The Senate substitute was presented to the House the next afternoon, March 31. Representative Winter moved that the House "do not concur with the Senate Resolution of Ratification." Immediately there came calls for the vote. Telegrams were on the Speaker's stand from William Jennings Bryan, Homer Cummings, chairman of the Democratic National Committee, Secretary of the Navy Josephus Daniels, Attorney General A. Mitchell Palmer and many other prominent Democrats. A vote was taken as to whether these should be read to the House. Representative E. M. Lane of Smith county, although an opponent of ratification, made an earnest appeal that the courtesy of a hearing should be accorded these national party leaders. A vote of 65 to 32 decided that the telegrams should not be read. Governor Russell had stated that he desired the privilege of the floor to make an appeal in behalf of ratification but this courtesy was denied him. Representatives T. D. Rees of Prentiss county and Walter Sillers of Bolivar spoke in favor of ratification but were poorly heard so great was the confusion and so loud and insistent the calls for the vote. Representative Mitchell was absent. Dr. Whitworth (author of three suffrage bills at this session) spoke against ratification and while he was speaking Representative R. H. Watts of Rankin county interpolated, "I would die and go to hell before I would vote for it." The substitute was defeated by 94 noes, 23 ayes.

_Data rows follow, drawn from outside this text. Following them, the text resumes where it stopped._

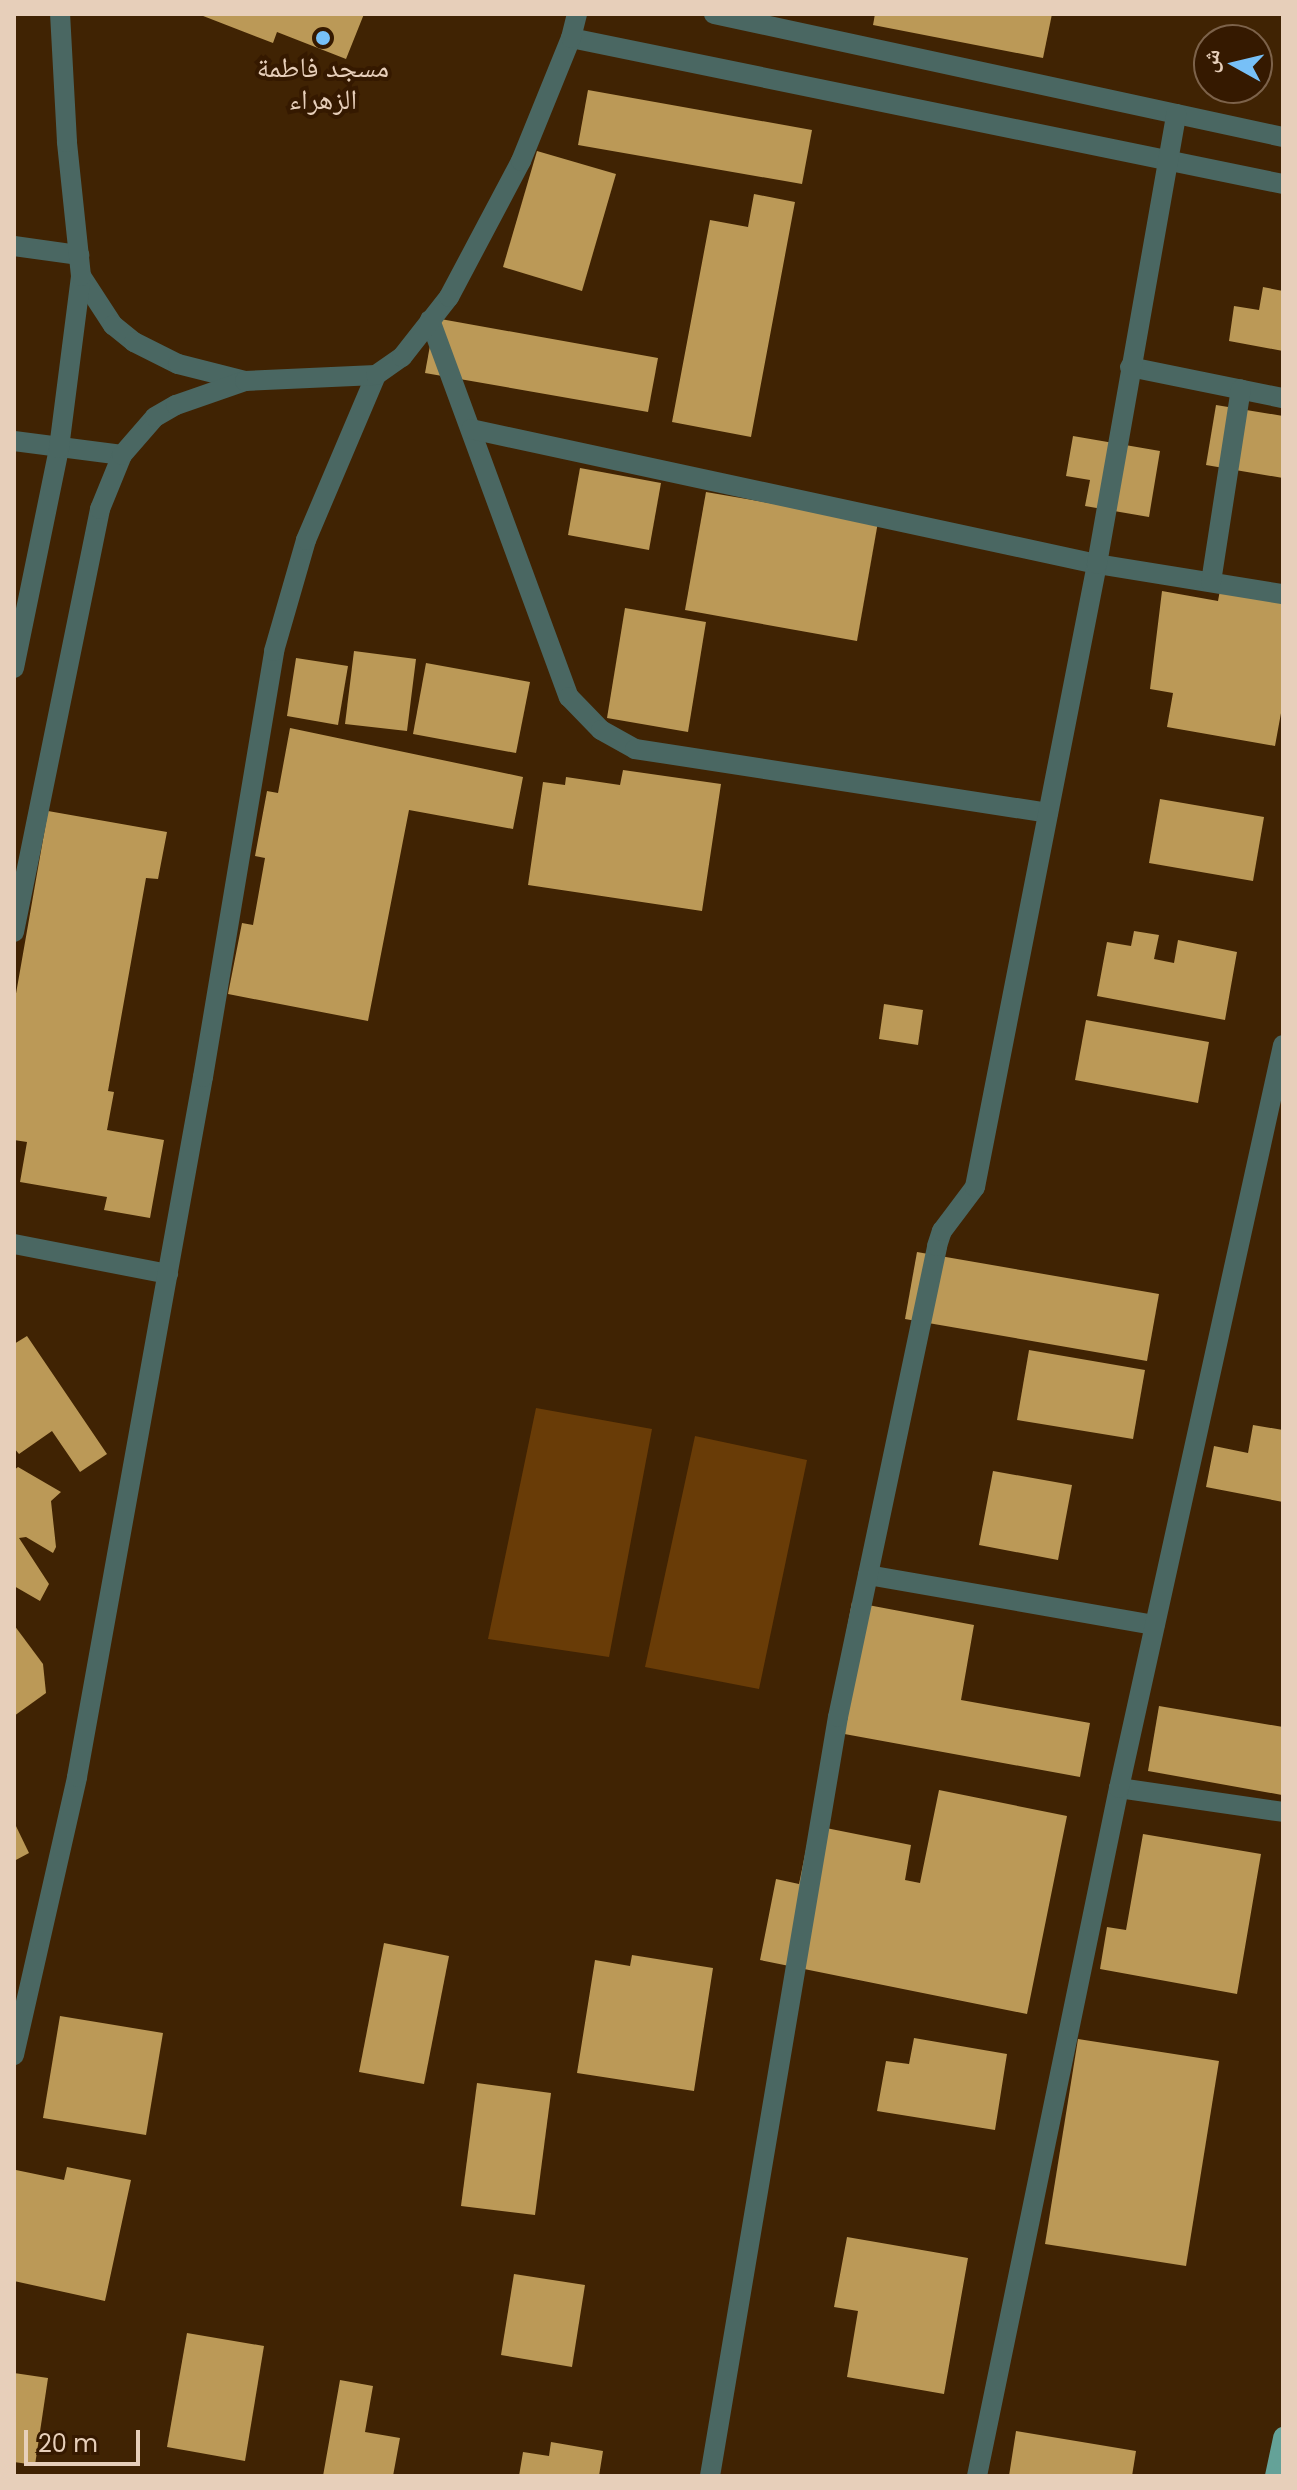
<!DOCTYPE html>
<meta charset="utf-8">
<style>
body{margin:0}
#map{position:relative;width:1297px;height:2490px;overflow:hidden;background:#402303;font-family:Poppins,"Noto Naskh Arabic",sans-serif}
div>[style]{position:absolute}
.green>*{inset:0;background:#693c07}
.building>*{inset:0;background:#bb9957}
.minor>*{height:20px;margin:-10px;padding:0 10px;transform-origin:10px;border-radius:10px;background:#4a6762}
.tertiary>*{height:20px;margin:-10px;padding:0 10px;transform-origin:10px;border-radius:10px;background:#4a6762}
.primary>*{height:20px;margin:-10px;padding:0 10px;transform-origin:10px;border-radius:10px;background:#64a298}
.dots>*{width:22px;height:22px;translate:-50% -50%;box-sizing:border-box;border:4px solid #351900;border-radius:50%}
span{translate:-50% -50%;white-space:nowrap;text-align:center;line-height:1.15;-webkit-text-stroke:8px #351900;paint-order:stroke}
.poi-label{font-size:28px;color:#e7cfba}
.frame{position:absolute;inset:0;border:16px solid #e7cfba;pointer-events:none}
.north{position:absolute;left:1193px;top:24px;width:80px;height:80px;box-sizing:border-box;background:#351900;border:2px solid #7c624a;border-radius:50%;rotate:278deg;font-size:22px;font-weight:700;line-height:32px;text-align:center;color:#e7cfba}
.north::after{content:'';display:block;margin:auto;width:28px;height:36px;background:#77c0f7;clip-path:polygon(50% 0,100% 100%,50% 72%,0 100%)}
.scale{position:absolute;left:24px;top:2430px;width:116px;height:36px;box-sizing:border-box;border:4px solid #e7cfba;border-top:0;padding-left:10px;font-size:24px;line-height:28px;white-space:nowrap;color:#e7cfba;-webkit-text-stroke:6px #351900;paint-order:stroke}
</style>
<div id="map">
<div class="green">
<div style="clip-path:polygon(536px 1408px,652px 1429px,609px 1657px,488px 1639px)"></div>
<div style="clip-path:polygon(695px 1436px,807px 1460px,759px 1689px,645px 1667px)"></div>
</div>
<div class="building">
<div style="clip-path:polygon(198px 14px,364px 14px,346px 59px,277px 32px,273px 43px)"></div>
<div style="clip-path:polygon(875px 14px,1052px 14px,1043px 58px,873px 25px)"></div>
<div style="clip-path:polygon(588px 90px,812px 130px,802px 184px,578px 145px)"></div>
<div style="clip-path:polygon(537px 151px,616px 174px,582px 291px,503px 267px)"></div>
<div style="clip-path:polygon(754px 194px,795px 202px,751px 437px,672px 422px,710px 220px,748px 227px)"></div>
<div style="clip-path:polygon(1263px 287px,1283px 291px,1283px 351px,1229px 341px,1234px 306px,1259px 310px)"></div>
<div style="clip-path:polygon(435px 318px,658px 358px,648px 412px,425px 373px)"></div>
<div style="clip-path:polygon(1216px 405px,1283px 416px,1283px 478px,1206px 465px)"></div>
<div style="clip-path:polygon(1073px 436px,1160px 451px,1149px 517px,1085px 506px,1090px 480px,1066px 476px)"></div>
<div style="clip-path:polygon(580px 468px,661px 483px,649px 550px,568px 535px)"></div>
<div style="clip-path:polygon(706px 492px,878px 522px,857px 641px,685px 610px)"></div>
<div style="clip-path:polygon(1220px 590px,1283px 601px,1283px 702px,1275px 746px,1167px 727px,1173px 693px,1150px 689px,1162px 591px,1218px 601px)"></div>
<div style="clip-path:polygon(625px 608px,706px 622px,688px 732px,607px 718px)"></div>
<div style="clip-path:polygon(354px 651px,416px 659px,407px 731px,345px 724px)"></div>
<div style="clip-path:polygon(296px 658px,348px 666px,338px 725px,287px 716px)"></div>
<div style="clip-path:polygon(426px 663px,530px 682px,516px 753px,413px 734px)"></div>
<div style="clip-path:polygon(290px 728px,523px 777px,513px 829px,409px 810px,368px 1021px,228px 994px,242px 923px,253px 925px,265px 858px,255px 856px,267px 791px,278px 793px)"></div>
<div style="clip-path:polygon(623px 770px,721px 784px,702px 911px,528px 885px,543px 782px,565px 785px,566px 777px,620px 785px)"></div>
<div style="clip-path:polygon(1160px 799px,1264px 817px,1253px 881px,1149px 863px)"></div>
<div style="clip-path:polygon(48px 811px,167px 832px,158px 879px,146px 878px,108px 1091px,114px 1092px,107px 1130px,164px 1140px,150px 1218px,104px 1210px,107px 1197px,20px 1182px,27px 1142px,14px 1140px,14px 1005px)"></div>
<div style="clip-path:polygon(1134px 931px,1159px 935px,1154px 959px,1174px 963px,1178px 940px,1237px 952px,1225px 1020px,1097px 996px,1107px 942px,1131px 946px)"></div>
<div style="clip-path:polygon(884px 1004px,923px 1010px,918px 1045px,879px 1039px)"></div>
<div style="clip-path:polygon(1086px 1020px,1209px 1042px,1198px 1103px,1075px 1080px)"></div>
<div style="clip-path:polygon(917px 1252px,1159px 1294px,1147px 1361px,905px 1319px)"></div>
<div style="clip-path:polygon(27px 1336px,107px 1454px,80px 1472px,52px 1431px,19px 1454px,14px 1448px,14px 1344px)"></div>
<div style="clip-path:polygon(1029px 1350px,1145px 1370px,1133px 1439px,1017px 1420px)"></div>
<div style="clip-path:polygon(1253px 1425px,1283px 1430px,1283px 1502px,1206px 1487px,1214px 1446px,1248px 1453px)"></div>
<div style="clip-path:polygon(18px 1467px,61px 1492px,51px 1501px,56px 1547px,53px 1553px,26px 1537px,19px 1538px,49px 1584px,40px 1601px,14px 1586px,14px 1470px)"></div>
<div style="clip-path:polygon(993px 1471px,1072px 1485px,1058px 1560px,979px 1545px)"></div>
<div style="clip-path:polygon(852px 1602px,974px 1625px,961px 1700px,1090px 1723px,1080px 1777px,828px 1731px)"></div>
<div style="clip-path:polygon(14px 1625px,43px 1664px,46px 1693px,14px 1716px)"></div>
<div style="clip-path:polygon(1159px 1706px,1283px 1727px,1282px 1795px,1148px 1771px)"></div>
<div style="clip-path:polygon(939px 1790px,1067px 1816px,1027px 2014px,760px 1960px,776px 1879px,799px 1884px,811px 1825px,911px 1845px,905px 1880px,920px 1883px)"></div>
<div style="clip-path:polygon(14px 1822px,29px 1853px,14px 1861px)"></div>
<div style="clip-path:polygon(1143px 1834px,1261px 1854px,1237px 1994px,1100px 1969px,1107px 1927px,1126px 1930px)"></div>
<div style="clip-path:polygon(384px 1943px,449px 1956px,424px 2084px,359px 2072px)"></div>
<div style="clip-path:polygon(632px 1955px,713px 1968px,694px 2091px,577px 2073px,595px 1960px,630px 1966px)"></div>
<div style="clip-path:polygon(60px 2016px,163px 2033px,146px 2135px,43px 2118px)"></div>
<div style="clip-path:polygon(914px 2038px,1007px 2054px,995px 2130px,877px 2111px,886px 2061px,909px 2064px)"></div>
<div style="clip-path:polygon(1078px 2039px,1219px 2061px,1186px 2266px,1045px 2244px)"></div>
<div style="clip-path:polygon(477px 2083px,551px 2093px,535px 2215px,461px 2206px)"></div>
<div style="clip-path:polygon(67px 2167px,131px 2180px,105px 2301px,14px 2281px,16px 2170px,64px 2180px)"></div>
<div style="clip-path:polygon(847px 2237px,968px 2258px,944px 2394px,847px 2377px,858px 2311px,834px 2307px)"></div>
<div style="clip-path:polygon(514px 2274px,585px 2285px,572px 2367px,501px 2355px)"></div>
<div style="clip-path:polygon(187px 2333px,264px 2346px,245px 2461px,167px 2447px)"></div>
<div style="clip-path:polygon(14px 2373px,48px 2378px,35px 2465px,14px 2462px)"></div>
<div style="clip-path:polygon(340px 2380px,373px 2386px,365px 2432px,400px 2438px,393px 2476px,323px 2476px)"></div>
<div style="clip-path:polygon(1016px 2431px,1136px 2451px,1132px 2476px,1009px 2476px)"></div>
<div style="clip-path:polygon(551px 2442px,603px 2451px,599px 2476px,519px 2476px,523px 2452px,549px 2456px)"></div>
</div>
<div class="minor">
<div style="left:714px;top:14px;width:582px;rotate:12.2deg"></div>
<div style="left:571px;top:38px;width:727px;rotate:11.59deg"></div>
<div style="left:14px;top:246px;width:66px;rotate:7.9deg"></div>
<div style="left:430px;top:320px;width:402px;rotate:69.8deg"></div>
<div style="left:569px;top:697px;width:46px;rotate:45.9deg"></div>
<div style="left:601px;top:730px;width:39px;rotate:29deg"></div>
<div style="left:635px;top:749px;width:418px;rotate:8.8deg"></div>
<div style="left:1130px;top:367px;width:156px;rotate:11.5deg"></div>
<div style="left:471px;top:429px;width:640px;rotate:12.17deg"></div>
<div style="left:1097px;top:564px;width:188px;rotate:9.2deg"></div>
<div style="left:14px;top:441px;width:109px;rotate:7.4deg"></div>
<div style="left:1211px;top:582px;width:195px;rotate:-81.2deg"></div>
<div style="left:14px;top:1244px;width:157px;rotate:11deg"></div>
<div style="left:868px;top:1575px;width:291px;rotate:9.9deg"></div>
<div style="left:1119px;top:1788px;width:166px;rotate:8.3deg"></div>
<div style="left:14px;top:2055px;width:285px;rotate:-77.2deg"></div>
<div style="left:77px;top:1777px;width:711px;rotate:-79.8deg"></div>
<div style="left:203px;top:1077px;width:432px;rotate:-80.5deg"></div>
<div style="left:274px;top:651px;width:116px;rotate:-73.9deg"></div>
<div style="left:306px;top:540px;width:179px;rotate:-67deg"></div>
<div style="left:710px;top:2476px;width:770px;rotate:-80.43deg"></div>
<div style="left:838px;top:1717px;width:481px;rotate:-78.1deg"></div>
<div style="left:937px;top:1246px;width:16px;rotate:-72deg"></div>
<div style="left:942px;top:1231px;width:55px;rotate:-53.1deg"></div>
<div style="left:975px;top:1187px;width:635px;rotate:-78.92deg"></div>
<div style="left:1097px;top:564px;width:457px;rotate:-80deg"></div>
<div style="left:977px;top:2476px;width:703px;rotate:-78.34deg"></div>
<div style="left:1119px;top:1788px;width:761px;rotate:-77.55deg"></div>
</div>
<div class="tertiary">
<div style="left:81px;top:276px;width:59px;rotate:56.9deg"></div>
<div style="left:113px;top:325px;width:27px;rotate:39deg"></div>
<div style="left:134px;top:342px;width:49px;rotate:26.6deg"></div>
<div style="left:178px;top:364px;width:69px;rotate:14.2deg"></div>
<div style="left:14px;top:668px;width:225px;rotate:-78.4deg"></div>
<div style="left:59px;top:448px;width:173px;rotate:-82.7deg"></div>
<div style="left:81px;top:276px;width:135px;rotate:-96deg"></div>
<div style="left:67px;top:142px;width:128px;rotate:-93.1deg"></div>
<div style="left:14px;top:932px;width:432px;rotate:-78.5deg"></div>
<div style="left:100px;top:509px;width:58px;rotate:-67.8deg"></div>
<div style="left:122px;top:455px;width:50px;rotate:-49deg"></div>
<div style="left:155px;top:417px;width:24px;rotate:-30deg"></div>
<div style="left:176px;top:405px;width:73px;rotate:-19.2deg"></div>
<div style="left:245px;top:381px;width:131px;rotate:-2.6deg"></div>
<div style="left:376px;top:375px;width:32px;rotate:-35deg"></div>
<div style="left:402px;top:357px;width:76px;rotate:-51.9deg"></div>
<div style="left:449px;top:297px;width:154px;rotate:-62.1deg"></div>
<div style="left:521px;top:161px;width:133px;rotate:-67.9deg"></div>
<div style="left:571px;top:38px;width:25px;rotate:-76deg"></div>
</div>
<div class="primary">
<div style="left:1275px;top:2476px;width:40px;rotate:-78deg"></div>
</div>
<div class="dots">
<div style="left:323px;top:38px;background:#77c0f7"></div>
</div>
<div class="poi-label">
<span style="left:323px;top:84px">مسجد فاطمة<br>الزهراء</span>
</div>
<div class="frame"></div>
<div class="north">ش</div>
<div class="scale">20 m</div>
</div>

Thus was banished forever the dream of Mississippi suffragists that the women would receive the ballot from the men of this great State. Speaker Sennett Conner was responsible above every one else for the defeat of ratification. Its chance was weakened by the fact that Mississippi's entire delegation in Congress, including Senators John Sharp Williams and "Pat" Harrison had voted against submitting the Federal Amendment.

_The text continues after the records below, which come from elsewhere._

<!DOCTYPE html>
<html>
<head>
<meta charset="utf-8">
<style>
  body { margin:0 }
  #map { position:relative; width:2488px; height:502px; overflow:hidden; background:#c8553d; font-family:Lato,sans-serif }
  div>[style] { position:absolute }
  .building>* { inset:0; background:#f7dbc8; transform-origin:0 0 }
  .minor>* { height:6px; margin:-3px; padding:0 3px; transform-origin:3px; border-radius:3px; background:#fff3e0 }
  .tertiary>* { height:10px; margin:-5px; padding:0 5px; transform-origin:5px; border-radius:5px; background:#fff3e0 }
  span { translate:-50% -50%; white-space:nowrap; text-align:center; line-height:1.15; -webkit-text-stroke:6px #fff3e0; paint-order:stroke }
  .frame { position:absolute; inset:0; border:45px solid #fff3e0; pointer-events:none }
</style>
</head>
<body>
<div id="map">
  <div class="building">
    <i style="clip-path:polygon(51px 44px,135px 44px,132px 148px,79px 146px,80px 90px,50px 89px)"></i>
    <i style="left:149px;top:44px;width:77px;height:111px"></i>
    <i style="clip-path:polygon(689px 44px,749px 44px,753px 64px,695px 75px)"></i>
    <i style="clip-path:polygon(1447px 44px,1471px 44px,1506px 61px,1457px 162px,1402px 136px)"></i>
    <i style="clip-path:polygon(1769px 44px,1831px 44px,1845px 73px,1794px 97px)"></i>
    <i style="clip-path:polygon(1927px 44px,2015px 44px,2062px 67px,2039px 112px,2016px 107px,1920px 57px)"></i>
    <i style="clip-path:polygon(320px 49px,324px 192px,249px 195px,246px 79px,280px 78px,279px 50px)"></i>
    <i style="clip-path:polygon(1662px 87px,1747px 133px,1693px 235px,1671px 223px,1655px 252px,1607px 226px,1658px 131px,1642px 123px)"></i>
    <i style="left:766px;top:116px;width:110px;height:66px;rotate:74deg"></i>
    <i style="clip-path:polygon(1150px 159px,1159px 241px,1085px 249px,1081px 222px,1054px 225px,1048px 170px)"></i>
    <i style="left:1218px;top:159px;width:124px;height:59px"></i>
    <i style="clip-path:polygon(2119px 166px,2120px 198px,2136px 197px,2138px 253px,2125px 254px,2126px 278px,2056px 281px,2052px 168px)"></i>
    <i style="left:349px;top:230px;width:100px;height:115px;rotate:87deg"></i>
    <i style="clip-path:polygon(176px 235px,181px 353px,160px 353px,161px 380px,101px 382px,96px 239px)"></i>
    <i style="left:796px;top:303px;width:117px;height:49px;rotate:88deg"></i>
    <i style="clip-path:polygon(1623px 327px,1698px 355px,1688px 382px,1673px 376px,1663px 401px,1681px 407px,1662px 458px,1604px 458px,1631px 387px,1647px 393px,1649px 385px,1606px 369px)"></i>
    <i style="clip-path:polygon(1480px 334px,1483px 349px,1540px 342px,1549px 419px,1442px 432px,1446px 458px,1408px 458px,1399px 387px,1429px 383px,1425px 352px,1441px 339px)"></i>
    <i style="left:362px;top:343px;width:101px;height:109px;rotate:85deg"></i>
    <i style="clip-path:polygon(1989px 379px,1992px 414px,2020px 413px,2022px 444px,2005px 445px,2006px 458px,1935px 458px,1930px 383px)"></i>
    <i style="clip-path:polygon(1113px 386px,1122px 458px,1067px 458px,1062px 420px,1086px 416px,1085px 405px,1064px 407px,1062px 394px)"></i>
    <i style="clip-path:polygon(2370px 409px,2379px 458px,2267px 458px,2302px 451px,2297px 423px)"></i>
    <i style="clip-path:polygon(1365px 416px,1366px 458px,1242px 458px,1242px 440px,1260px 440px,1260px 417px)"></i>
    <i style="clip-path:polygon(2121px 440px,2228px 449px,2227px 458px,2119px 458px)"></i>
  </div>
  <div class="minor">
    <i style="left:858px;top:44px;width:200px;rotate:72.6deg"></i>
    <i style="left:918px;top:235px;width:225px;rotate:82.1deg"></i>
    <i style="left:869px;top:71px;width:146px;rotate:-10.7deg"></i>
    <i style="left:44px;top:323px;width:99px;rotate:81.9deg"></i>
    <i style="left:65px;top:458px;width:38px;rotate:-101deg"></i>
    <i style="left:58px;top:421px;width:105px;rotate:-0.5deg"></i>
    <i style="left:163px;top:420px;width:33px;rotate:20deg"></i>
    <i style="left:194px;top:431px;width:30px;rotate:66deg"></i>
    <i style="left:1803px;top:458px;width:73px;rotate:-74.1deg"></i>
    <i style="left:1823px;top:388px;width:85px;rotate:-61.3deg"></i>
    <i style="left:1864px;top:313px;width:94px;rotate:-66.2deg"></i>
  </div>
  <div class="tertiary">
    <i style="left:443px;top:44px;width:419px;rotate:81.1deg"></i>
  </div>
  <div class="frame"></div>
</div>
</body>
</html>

Did space permit there would be added to the names mentioned in this chapter many others who gave "aid and comfort" to the cause. Among those who never failed when asked to help with financial burdens was the late Major R. W. Millsaps, founder of Millsaps College for men and women. The army of active suffragists was never large. Many women wanted the ballot but comparatively few were under conviction to work for it. To those who did, especially in early, trying days, belongs that indescribable exultation which is the portion of those who help onward a great revolutionary movement for the uplift of the race.

The amendment to the State constitution was voted on at the general election in November, 1920, and received 39,186 ayes, 24,296 noes but it was not carried, as the law requires a majority of all the votes cast at the election. As the women were already enfranchised by the Federal Amendment they did not make a campaign for it but as registration is necessary four months before election and the ratification did not take place until two months before this one, they were not able to vote, Mississippi and Georgia being the only two States that denied this privilege.

  1. The History is indebted for this chapter to Mrs. Lily Wilkinson Thompson, an officer in the State Suffrage Association from its organization until its work was finished.
  2. Besides those mentioned the following served on the official board: Mrs. Jimmie Andrews Lipscomb, Mrs. Nella Lawrence Lee, Miss Mattie Kirkpatrick, Mrs. Annie Kinkead Dent, Mre. Ella O. Biggs, Mrs. Alma Dorsey Birdsall, Mrs. Durrant, Mrs, Edith Marshall Tucker, Mrs. Mary Powell Crane, Miss Ethel Clagett, Mrs. C. C. Miller, Mrs. T. F. Buntin, Miss Estelle Crane, Mise Nannie Herndon Rice.